Signed-off-by: Fenghui Zhang <fhzhang@google.com>
2025-01-28 14:36:44 -08:00 · 2025-01-28 14:36:44 -08:00 · 80fcc3ed1c
commit 80fcc3ed1c
parent c386c43ca3
2 changed files with 16 additions and 26 deletions
--- a/.buildkite/run-tpu-test.sh
+++ b/.buildkite/run-tpu-test.sh
--- a/vllm/attention/backends/pallas.py
+++ b/vllm/attention/backends/pallas.py
@ -110,6 +110,7 @@ class PallasAttentionBackendImpl(AttentionImpl):

        assert self.num_heads % self.num_kv_heads == 0
        self.num_queries_per_kv = self.num_heads // self.num_kv_heads
+        self.logits_soft_cap = logits_soft_cap
        if head_size % 128 != 0:
            raise NotImplementedError("Head size must be a multiple of 128.")
        if alibi_slopes is not None:
@ -120,9 +121,6 @@ class PallasAttentionBackendImpl(AttentionImpl):
            raise NotImplementedError("FP8 KV cache dtype is not supported.")
        if blocksparse_params is not None:
            raise NotImplementedError("Blocksparse is not supported.")
-        if logits_soft_cap is not None:
-            raise NotImplementedError(
-                "Attention logits soft-capping is not supported.")
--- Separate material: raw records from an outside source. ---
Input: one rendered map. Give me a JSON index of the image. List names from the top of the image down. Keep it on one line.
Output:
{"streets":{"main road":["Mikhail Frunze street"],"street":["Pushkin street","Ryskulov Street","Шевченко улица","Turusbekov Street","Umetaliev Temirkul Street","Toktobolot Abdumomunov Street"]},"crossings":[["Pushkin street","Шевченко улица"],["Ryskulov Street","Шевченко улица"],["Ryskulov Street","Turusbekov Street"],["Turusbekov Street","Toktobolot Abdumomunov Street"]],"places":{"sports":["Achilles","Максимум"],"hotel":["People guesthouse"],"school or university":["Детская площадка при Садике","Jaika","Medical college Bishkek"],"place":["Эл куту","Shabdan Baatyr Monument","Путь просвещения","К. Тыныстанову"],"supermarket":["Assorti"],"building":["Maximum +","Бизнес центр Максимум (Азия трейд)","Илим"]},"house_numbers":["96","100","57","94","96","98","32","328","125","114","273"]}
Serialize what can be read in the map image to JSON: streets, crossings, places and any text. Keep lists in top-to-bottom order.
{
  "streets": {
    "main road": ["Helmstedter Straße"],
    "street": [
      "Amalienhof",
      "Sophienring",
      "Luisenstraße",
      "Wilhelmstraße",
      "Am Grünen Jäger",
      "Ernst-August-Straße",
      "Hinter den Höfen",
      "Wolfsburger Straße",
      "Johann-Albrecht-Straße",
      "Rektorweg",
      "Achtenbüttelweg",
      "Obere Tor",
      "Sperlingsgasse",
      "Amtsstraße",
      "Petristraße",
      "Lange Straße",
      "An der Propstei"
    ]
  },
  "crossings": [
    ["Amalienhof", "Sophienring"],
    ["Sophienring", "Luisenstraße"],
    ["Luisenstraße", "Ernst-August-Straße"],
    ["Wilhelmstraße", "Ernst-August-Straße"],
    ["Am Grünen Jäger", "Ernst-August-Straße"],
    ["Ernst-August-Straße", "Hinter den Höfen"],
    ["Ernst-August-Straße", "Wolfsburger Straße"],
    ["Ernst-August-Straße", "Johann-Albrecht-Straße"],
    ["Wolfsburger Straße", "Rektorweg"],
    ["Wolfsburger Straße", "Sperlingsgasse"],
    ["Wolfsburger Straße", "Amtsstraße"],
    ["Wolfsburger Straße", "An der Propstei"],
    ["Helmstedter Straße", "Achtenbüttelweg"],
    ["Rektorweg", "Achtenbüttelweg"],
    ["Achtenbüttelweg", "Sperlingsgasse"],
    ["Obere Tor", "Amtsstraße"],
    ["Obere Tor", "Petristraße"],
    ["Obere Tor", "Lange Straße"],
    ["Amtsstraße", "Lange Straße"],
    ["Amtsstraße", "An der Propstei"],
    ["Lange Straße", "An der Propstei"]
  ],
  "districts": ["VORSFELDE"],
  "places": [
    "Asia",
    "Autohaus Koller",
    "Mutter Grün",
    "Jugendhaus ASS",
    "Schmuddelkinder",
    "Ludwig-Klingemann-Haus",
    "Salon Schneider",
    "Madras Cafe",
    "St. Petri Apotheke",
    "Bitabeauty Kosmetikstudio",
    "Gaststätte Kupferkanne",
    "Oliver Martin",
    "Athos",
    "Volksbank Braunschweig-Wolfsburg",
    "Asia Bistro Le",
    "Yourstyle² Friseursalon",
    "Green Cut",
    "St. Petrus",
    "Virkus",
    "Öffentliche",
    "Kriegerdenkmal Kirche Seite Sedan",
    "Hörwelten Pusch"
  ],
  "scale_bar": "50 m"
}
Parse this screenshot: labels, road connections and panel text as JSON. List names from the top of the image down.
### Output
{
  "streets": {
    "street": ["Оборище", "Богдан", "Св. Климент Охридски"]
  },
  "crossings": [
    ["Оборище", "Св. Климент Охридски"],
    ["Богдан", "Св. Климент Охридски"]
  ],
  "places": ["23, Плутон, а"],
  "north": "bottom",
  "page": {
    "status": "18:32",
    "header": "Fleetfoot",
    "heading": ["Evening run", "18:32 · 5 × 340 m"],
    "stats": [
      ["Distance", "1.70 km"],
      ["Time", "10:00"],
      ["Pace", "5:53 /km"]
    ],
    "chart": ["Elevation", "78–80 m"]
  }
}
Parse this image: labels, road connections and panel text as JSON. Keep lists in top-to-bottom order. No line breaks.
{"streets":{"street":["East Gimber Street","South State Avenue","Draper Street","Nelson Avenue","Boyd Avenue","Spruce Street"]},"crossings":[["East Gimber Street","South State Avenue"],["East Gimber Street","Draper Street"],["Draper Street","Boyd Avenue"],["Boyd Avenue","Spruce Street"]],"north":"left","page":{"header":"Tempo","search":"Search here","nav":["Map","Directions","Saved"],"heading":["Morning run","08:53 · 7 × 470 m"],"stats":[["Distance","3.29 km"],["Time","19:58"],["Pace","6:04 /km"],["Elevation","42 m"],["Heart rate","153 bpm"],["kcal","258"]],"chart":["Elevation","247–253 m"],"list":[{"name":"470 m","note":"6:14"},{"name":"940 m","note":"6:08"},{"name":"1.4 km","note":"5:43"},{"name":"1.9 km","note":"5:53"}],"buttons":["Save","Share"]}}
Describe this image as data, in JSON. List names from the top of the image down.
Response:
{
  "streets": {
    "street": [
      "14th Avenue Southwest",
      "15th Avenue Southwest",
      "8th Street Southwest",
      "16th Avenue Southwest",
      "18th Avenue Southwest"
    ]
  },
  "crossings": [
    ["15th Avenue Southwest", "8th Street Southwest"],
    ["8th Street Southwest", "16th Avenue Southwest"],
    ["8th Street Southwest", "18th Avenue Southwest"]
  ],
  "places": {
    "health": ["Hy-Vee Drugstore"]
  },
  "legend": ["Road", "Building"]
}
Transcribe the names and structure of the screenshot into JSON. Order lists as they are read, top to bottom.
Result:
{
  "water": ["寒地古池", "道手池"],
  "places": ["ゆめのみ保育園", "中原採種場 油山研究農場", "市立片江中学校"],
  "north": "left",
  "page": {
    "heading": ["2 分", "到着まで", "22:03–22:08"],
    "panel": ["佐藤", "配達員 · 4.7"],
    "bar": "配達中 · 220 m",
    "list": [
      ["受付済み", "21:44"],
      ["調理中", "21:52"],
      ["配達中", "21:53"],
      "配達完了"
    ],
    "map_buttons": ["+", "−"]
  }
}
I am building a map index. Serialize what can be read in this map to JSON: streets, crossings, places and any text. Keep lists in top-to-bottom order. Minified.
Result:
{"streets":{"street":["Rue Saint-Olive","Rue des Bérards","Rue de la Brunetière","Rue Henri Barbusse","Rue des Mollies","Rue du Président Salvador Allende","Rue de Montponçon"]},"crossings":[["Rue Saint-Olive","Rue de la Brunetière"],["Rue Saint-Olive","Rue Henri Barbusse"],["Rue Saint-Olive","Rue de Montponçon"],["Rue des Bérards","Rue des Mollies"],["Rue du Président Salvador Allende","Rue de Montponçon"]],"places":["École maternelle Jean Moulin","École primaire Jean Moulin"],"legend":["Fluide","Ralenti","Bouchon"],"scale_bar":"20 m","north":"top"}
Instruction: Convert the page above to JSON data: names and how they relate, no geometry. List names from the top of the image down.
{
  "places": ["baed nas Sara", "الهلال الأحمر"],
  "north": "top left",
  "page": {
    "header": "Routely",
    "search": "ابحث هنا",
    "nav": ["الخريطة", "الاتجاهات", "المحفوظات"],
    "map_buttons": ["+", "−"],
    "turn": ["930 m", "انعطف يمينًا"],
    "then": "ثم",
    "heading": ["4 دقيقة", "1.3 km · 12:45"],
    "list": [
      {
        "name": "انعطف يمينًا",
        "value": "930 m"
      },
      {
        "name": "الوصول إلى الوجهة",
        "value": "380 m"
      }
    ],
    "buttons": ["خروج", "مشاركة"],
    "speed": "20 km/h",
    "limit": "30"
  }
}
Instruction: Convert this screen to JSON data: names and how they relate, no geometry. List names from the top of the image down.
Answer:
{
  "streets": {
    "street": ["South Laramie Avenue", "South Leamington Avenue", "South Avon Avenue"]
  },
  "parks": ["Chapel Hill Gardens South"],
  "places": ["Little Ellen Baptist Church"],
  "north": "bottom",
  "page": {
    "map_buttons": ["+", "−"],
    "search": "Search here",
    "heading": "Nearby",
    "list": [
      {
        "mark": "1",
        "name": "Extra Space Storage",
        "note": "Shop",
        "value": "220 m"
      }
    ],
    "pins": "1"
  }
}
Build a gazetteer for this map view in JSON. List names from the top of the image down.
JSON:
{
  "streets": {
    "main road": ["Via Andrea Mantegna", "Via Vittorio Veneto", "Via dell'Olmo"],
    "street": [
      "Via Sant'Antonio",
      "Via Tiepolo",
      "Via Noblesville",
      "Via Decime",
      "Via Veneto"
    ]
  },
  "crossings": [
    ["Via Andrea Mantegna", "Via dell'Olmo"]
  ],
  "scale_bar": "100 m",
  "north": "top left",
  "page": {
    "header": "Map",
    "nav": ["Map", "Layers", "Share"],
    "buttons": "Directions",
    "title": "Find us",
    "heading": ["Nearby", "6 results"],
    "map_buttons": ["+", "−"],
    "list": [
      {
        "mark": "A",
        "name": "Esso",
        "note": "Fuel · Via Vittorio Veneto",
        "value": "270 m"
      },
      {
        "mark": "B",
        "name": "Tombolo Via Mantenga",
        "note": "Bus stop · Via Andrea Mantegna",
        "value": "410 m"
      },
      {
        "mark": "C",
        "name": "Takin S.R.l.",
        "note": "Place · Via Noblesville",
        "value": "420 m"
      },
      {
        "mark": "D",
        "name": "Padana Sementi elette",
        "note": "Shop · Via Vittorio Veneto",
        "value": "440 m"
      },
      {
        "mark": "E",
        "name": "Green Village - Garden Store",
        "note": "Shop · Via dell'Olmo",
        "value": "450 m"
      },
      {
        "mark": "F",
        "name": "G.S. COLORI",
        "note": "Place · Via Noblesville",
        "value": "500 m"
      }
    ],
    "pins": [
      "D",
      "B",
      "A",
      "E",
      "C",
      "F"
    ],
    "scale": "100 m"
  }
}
        if torch_xla.tpu.version() < 4:
            raise NotImplementedError("TPU version must be 4 or higher.")
@ -230,6 +228,7 @@ class PallasAttentionBackendImpl(AttentionImpl):
                    num_kv_pages_per_compute_block,
                    num_queries_per_compute_block,
                    use_kernel=True,
+                    attn_logits_soft_cap=self.logits_soft_cap,
                )
        else:
            # Decoding run.
@ -257,6 +256,7 @@ class PallasAttentionBackendImpl(AttentionImpl):
                    attn_metadata.block_tables,
                    pages_per_compute_block,
                    self.megacore_mode,
+                    attn_logits_soft_cap=self.logits_soft_cap,
                )
            else:
                chunk_size = max_num_seq
@ -280,6 +280,7 @@ class PallasAttentionBackendImpl(AttentionImpl):
                        attn_metadata.block_tables[chunk_start:chunk_end],
                        pages_per_compute_block,
                        self.megacore_mode,
+                        attn_logits_soft_cap=self.logits_soft_cap,
                    )
                    output[chunk_start:chunk_end] = chunk_output

@ -313,6 +314,8 @@ def paged_attention(
    block_tables: torch.Tensor,
    pages_per_compute_block: int,
    megacore_mode: Optional[str],
+    *,
+    attn_logits_soft_cap: Optional[float],
 ) -> torch.Tensor:
    batch_size = query.shape[0]
    if megacore_mode == "batch" and batch_size % 2 != 0:
@ -320,26 +323,13 @@ def paged_attention(
    else:
        megacore_mode = megacore_mode

-    # NOTE(woosuk): A temporary workaround to avoid the error:
-    # "xla::paged_attention() Expected a value of type 'str' for
-    # argument 'megacore_mode' but instead found type 'NoneType'."
-    if megacore_mode is not None:
-        output = torch.ops.xla.paged_attention(
-            query,
-            key_cache,
-            value_cache,
-            context_lens,
-            block_tables,
-            pages_per_compute_block,
-            megacore_mode=megacore_mode,
-        )
-    else:
-        output = torch.ops.xla.paged_attention(
-            query,
-            key_cache,
-            value_cache,
-            context_lens,
-            block_tables,
-            pages_per_compute_block,
-        )
-    return output
+    return torch.ops.xla.paged_attention(
+        query,
+        key_cache,
+        value_cache,
+        context_lens,
+        block_tables,
+        pages_per_compute_block,
+        megacore_mode=megacore_mode,
+        attn_logits_soft_cap=attn_logits_soft_cap,
+    )